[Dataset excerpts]
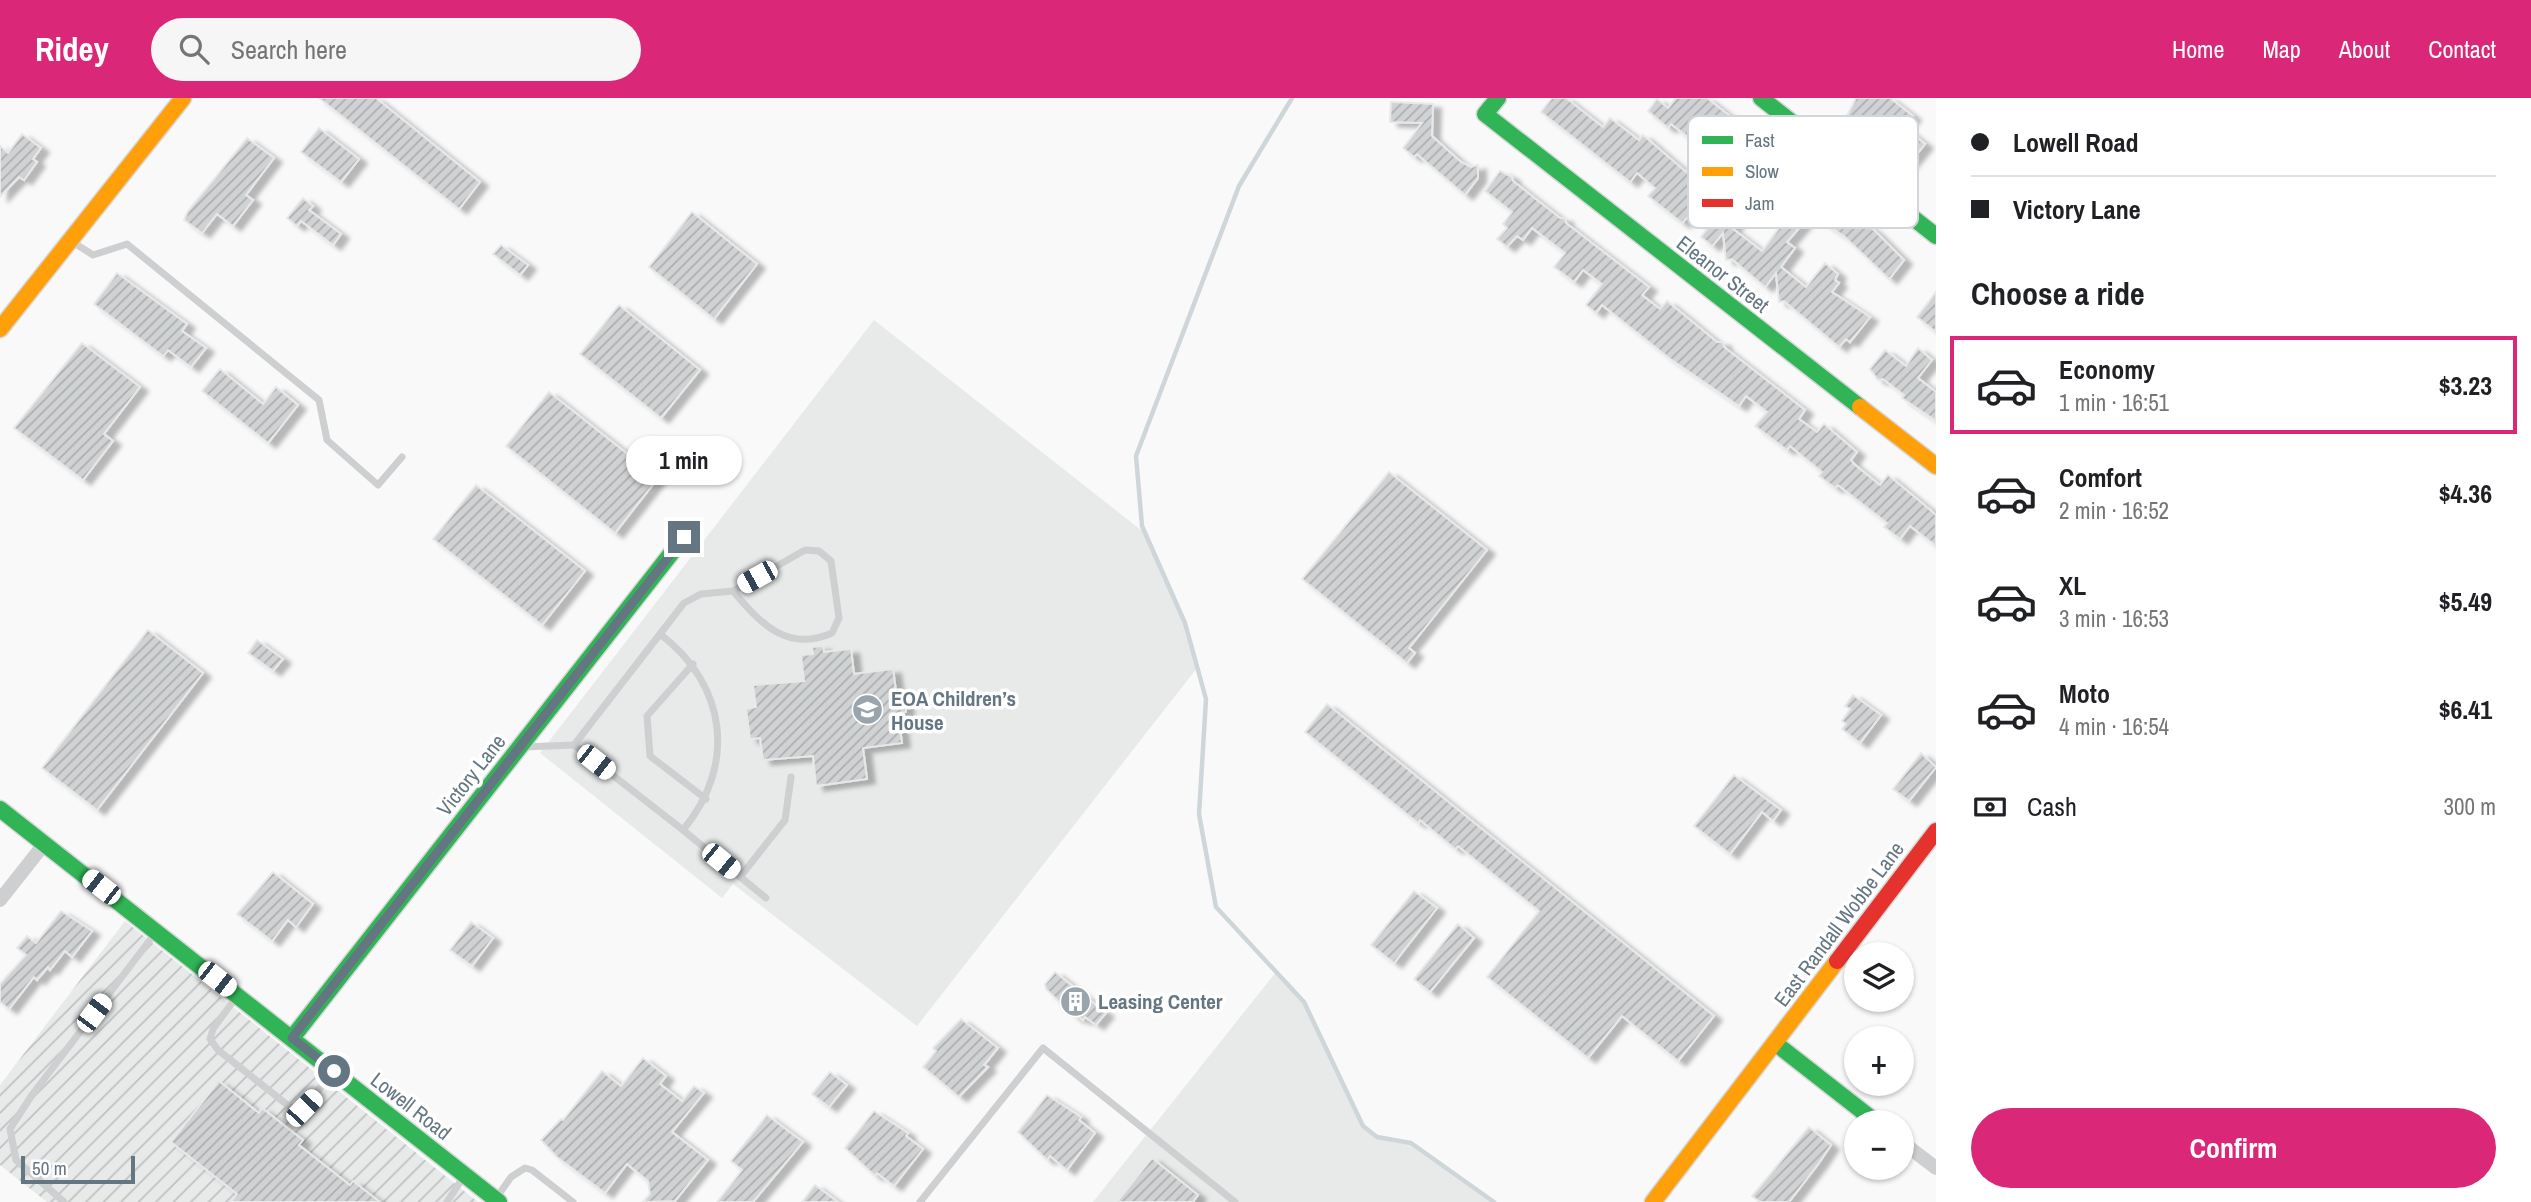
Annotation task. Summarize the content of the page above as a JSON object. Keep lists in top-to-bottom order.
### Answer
{
  "streets": {
    "street": [
      "Eleanor Street",
      "Victory Lane",
      "East Randall Wobbe Lane",
      "Lowell Road"
    ]
  },
  "crossings": [
    ["Victory Lane", "Lowell Road"]
  ],
  "places": {
    "school or university": ["EOA Children’s House"],
    "building": ["Leasing Center"]
  },
  "legend": ["Fast", "Slow", "Jam"],
  "scale_bar": "50 m",
  "page": {
    "header": "Ridey",
    "search": "Search here",
    "nav": [
      "Home",
      "Map",
      "About",
      "Contact"
    ],
    "banner": ["Lowell Road", "Victory Lane"],
    "heading": "Choose a ride",
    "list": [
      {
        "name": "Economy",
        "note": "1 min · 16:51",
        "value": "$3.23"
      },
      {
        "name": "Comfort",
        "note": "2 min · 16:52",
        "value": "$4.36"
      },
      {
        "name": "XL",
        "note": "3 min · 16:53",
        "value": "$5.49"
      },
      {
        "name": "Moto",
        "note": "4 min · 16:54",
        "value": "$6.41"
      }
    ],
    "bubble": "1 min",
    "pay": ["Cash", "300 m"],
    "map_buttons": ["+", "−"],
    "buttons": "Confirm",
    "scale": "50 m"
  }
}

What you need to do: When you reach a picture in the records above, pass over it and transcribe the rest exactly.

Output for this task:
Annotation task. Summarize the content of the page above as a JSON object. Keep lists in top-to-bottom order.
### Answer
{
  "streets": {
    "street": [
      "Eleanor Street",
      "Victory Lane",
      "East Randall Wobbe Lane",
      "Lowell Road"
    ]
  },
  "crossings": [
    ["Victory Lane", "Lowell Road"]
  ],
  "places": {
    "school or university": ["EOA Children’s House"],
    "building": ["Leasing Center"]
  },
  "legend": ["Fast", "Slow", "Jam"],
  "scale_bar": "50 m",
  "page": {
    "header": "Ridey",
    "search": "Search here",
    "nav": [
      "Home",
      "Map",
      "About",
      "Contact"
    ],
    "banner": ["Lowell Road", "Victory Lane"],
    "heading": "Choose a ride",
    "list": [
      {
        "name": "Economy",
        "note": "1 min · 16:51",
        "value": "$3.23"
      },
      {
        "name": "Comfort",
        "note": "2 min · 16:52",
        "value": "$4.36"
      },
      {
        "name": "XL",
        "note": "3 min · 16:53",
        "value": "$5.49"
      },
      {
        "name": "Moto",
        "note": "4 min · 16:54",
        "value": "$6.41"
      }
    ],
    "bubble": "1 min",
    "pay": ["Cash", "300 m"],
    "map_buttons": ["+", "−"],
    "buttons": "Confirm",
    "scale": "50 m"
  }
}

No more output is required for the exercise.